■ What is needed: Scan the listing for the word "html", and copy out each line where it is found.
** Exercise material follows **
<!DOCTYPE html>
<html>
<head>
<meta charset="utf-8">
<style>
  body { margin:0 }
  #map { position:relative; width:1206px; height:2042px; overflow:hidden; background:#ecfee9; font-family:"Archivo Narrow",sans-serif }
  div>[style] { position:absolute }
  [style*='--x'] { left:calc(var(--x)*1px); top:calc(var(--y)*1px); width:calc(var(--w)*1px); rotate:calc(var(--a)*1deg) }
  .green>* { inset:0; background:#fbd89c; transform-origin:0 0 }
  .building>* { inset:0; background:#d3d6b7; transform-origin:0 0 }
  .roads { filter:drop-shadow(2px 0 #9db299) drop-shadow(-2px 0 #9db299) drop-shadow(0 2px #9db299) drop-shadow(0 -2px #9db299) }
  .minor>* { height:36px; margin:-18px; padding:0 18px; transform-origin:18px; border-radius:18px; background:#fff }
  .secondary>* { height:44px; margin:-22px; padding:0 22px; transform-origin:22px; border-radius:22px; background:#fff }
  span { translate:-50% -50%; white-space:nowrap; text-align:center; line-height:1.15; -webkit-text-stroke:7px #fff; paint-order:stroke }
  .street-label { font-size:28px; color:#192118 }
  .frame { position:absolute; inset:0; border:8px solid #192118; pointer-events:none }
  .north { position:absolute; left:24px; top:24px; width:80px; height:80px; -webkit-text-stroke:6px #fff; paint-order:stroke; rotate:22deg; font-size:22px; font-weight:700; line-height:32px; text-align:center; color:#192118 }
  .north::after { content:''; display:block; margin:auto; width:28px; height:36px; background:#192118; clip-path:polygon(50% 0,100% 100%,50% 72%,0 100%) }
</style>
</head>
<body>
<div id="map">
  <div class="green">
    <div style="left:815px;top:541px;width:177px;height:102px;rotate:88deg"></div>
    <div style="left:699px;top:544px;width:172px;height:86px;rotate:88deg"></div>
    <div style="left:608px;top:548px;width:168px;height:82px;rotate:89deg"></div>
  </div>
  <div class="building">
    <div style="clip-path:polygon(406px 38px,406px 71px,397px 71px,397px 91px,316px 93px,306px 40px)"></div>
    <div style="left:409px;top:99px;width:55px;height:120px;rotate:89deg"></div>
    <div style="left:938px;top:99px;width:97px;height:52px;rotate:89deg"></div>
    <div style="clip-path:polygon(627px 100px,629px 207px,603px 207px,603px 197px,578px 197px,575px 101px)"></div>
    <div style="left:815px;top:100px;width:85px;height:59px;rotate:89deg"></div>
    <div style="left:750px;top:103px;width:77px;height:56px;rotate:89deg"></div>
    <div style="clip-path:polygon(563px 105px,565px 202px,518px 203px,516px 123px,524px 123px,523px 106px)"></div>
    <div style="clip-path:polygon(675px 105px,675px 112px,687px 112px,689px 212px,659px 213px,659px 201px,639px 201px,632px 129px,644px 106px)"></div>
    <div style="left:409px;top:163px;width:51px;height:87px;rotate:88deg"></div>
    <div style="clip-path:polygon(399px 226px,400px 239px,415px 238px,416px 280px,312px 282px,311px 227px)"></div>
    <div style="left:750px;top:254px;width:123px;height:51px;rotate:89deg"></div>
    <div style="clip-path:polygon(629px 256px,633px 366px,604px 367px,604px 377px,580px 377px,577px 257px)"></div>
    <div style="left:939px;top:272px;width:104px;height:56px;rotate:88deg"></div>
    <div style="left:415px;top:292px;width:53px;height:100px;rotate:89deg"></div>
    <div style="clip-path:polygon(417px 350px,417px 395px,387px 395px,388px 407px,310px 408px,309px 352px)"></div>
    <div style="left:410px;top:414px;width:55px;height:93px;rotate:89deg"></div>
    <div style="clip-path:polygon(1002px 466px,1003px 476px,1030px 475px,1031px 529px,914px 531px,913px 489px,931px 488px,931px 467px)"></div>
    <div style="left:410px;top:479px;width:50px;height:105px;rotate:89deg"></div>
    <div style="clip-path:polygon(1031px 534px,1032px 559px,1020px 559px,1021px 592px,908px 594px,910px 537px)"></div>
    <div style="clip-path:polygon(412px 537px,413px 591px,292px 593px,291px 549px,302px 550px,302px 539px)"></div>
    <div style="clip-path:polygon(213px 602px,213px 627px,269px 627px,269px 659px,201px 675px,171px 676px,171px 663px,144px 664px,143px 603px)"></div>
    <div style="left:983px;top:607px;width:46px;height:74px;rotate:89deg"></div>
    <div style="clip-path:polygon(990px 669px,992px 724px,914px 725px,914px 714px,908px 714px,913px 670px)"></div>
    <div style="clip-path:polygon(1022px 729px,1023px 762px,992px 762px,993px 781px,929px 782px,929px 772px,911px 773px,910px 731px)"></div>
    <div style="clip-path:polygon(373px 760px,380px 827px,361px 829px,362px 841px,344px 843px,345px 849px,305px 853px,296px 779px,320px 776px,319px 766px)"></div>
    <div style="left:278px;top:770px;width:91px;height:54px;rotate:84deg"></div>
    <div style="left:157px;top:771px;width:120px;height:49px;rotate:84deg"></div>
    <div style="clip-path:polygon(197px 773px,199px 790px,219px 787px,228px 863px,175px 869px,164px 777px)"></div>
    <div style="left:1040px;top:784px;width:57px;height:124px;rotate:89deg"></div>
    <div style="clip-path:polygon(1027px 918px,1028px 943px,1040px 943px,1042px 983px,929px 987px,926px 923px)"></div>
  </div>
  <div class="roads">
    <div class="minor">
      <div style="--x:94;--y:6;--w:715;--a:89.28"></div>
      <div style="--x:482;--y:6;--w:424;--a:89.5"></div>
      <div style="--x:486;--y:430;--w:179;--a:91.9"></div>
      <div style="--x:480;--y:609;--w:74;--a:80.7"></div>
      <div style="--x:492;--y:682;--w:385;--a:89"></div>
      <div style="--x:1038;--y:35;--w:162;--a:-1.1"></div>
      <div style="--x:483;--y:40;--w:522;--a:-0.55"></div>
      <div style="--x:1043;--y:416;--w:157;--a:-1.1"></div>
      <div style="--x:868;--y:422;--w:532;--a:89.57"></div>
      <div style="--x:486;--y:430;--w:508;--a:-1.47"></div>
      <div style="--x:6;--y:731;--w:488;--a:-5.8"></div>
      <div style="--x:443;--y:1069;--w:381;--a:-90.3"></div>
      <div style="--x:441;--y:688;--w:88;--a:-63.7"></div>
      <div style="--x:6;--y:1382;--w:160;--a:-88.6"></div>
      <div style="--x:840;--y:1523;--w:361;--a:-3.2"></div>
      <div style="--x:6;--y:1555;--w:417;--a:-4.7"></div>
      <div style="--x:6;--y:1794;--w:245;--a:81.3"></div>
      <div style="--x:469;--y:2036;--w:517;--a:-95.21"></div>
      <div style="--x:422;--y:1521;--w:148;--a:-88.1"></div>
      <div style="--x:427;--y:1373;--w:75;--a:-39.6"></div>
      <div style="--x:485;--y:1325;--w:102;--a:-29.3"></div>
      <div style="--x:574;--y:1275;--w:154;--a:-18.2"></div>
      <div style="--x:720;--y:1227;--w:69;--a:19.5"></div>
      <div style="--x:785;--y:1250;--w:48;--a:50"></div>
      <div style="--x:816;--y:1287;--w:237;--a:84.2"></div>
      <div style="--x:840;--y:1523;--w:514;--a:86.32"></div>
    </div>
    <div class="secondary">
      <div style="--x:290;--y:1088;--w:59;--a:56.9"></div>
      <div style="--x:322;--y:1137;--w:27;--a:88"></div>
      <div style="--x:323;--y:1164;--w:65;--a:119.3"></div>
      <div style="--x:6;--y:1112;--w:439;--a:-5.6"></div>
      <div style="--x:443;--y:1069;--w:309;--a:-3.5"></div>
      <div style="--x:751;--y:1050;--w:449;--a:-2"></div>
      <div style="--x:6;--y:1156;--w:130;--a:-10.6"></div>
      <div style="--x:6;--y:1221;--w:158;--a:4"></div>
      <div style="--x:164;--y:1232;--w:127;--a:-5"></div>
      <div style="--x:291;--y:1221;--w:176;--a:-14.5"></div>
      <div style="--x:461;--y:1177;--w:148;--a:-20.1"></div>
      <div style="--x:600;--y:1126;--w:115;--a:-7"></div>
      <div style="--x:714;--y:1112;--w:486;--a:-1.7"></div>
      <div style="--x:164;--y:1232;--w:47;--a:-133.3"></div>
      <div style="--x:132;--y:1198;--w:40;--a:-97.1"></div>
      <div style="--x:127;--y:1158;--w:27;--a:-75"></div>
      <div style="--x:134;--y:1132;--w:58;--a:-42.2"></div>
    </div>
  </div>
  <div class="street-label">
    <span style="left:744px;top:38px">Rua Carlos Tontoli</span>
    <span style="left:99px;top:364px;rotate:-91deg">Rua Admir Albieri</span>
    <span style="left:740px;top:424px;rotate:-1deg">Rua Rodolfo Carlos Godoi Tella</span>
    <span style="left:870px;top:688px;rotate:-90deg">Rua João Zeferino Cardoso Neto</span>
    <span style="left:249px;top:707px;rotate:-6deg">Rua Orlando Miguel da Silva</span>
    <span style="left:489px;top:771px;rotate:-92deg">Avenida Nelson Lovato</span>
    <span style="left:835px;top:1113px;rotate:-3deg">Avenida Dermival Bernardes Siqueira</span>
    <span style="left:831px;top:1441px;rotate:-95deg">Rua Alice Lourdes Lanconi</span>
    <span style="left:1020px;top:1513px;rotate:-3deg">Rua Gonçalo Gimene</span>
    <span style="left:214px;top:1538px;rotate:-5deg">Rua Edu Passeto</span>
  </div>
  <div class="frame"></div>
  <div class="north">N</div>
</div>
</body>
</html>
** End of Exercise material **
** Exercise material follows **
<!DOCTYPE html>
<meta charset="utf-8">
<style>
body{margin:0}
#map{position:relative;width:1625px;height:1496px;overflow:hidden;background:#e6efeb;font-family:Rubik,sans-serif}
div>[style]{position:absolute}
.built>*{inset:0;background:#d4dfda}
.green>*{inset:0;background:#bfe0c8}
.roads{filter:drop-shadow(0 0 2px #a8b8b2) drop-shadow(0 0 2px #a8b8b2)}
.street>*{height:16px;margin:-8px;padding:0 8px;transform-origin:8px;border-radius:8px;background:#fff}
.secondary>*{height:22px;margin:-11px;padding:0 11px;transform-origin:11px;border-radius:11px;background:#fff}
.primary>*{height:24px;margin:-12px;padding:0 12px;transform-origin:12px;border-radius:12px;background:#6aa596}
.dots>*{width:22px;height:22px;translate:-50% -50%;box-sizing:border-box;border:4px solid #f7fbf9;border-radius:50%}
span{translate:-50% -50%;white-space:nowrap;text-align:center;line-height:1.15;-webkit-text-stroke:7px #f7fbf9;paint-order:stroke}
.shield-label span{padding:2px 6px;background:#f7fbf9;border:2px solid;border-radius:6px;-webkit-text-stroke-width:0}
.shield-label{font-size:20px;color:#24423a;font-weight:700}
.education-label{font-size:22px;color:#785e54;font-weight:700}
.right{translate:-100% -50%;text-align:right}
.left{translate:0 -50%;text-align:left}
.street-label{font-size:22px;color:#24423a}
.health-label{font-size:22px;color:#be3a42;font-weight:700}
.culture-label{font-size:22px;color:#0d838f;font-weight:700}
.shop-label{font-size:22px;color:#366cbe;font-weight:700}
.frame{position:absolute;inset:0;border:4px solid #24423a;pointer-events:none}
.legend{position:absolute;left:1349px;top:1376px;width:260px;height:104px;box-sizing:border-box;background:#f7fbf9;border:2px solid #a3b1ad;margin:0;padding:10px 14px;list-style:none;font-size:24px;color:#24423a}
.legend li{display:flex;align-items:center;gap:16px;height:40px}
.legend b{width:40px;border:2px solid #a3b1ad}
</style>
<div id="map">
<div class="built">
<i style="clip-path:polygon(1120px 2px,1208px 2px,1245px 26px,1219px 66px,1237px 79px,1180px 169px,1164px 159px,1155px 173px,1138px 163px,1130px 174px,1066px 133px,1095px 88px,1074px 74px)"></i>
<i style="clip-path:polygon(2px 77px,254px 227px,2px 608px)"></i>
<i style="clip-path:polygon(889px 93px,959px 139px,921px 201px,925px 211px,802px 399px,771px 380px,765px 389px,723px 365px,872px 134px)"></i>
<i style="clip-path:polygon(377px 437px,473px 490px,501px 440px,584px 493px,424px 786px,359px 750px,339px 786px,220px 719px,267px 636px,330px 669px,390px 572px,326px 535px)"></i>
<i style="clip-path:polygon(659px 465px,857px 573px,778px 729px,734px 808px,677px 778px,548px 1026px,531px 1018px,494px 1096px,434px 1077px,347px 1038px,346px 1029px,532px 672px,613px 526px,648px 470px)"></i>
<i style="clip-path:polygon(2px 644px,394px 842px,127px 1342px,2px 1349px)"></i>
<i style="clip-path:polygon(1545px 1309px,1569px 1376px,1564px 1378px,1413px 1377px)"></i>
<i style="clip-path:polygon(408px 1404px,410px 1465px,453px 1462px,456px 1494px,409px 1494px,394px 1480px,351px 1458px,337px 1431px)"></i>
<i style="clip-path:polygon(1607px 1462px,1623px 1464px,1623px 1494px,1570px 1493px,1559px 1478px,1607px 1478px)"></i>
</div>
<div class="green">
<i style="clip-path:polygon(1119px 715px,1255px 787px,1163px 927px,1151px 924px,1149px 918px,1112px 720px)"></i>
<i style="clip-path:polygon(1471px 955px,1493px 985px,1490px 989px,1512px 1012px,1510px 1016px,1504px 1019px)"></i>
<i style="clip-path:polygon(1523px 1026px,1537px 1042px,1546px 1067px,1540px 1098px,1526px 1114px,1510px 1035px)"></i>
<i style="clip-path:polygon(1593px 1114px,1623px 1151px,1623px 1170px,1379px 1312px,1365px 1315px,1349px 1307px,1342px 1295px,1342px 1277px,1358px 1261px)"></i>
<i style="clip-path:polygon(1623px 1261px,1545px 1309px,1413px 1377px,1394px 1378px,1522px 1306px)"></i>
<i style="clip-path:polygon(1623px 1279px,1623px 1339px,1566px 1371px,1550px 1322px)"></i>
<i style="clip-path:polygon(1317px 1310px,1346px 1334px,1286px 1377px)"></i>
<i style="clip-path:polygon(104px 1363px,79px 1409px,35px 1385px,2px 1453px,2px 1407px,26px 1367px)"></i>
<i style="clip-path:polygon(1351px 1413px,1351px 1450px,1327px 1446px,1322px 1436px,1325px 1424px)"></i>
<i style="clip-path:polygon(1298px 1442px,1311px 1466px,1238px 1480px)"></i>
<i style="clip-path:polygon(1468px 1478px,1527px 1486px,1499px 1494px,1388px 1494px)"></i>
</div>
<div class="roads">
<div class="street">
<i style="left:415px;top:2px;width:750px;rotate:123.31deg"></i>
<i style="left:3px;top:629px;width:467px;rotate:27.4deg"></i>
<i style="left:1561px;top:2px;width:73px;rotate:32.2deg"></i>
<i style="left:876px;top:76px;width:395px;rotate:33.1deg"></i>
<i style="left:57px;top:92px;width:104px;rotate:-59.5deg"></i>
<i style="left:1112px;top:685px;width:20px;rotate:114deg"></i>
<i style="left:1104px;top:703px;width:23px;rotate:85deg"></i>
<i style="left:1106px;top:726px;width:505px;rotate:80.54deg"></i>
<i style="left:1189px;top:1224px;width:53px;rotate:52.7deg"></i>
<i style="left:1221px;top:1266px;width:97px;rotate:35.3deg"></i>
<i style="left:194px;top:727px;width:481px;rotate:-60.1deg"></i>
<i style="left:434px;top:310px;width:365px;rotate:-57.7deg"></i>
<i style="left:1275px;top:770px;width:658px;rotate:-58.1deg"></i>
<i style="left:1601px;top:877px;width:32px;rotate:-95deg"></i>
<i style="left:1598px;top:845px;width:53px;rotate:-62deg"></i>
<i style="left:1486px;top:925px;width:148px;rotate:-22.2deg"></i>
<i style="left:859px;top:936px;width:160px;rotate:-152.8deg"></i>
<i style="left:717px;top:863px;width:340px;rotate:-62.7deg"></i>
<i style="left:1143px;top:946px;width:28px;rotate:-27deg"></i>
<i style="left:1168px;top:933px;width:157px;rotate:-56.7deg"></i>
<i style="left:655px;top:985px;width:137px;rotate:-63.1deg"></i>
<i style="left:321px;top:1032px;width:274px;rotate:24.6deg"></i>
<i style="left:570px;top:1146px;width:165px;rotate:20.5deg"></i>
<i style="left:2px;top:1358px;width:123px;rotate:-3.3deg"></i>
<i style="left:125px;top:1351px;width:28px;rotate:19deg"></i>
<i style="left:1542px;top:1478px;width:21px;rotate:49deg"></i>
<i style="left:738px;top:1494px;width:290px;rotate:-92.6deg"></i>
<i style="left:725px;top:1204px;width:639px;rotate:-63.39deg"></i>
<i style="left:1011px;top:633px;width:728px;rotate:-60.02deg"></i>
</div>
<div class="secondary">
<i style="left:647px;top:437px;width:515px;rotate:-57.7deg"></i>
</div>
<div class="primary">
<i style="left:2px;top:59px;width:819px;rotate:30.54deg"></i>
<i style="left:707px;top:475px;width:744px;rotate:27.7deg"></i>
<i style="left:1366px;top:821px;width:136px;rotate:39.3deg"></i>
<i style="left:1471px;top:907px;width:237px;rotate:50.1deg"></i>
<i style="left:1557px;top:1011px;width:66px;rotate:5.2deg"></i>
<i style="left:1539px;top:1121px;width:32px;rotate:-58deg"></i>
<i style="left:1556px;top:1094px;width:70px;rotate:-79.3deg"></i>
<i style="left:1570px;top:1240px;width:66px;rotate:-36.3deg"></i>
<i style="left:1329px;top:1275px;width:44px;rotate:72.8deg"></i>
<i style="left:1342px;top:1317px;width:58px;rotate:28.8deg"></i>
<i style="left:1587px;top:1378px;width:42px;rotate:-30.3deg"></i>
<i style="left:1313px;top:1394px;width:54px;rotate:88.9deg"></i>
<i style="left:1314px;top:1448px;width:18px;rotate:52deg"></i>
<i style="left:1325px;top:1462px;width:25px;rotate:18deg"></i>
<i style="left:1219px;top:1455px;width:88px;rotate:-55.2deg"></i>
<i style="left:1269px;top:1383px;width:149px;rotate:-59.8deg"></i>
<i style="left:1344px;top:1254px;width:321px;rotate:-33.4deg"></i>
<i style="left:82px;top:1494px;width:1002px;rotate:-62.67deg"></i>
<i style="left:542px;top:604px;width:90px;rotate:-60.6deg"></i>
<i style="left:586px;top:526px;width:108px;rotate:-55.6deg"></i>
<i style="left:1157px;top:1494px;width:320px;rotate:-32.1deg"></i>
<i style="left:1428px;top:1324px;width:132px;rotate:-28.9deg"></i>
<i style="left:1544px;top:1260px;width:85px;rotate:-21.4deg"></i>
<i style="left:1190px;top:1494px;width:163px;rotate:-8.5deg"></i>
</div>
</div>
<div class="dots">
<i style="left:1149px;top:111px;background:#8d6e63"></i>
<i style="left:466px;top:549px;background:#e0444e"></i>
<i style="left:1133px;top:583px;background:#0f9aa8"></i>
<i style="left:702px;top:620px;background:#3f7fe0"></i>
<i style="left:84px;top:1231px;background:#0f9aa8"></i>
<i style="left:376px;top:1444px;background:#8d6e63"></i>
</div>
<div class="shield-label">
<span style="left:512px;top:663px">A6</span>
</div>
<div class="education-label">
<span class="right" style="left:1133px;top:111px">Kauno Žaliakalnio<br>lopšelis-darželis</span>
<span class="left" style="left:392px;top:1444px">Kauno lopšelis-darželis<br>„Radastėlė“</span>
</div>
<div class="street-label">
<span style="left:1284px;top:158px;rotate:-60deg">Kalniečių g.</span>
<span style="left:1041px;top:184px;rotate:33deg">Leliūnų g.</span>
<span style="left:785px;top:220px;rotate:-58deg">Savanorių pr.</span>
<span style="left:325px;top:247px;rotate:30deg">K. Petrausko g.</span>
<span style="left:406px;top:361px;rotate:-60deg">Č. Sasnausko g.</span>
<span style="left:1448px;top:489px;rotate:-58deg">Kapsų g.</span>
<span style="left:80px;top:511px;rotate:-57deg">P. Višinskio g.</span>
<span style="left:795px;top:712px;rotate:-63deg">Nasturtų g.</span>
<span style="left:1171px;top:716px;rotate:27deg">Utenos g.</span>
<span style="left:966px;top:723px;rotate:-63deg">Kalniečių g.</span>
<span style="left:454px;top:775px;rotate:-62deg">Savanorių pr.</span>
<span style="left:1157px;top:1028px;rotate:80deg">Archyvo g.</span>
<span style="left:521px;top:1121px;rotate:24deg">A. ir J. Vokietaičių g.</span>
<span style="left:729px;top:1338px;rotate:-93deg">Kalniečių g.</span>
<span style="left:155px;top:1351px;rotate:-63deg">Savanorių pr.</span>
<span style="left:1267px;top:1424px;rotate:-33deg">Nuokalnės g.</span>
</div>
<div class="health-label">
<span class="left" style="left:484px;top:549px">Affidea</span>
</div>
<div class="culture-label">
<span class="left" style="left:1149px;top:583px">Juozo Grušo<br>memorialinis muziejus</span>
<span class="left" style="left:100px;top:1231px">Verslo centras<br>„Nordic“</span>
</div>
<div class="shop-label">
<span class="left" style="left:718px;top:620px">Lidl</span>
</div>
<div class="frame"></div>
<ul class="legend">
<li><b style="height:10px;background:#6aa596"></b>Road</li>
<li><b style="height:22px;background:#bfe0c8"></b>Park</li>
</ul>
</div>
** End of Exercise material **
■ Result of this exercise:
<!DOCTYPE html>
<html>
</html>
<!DOCTYPE html>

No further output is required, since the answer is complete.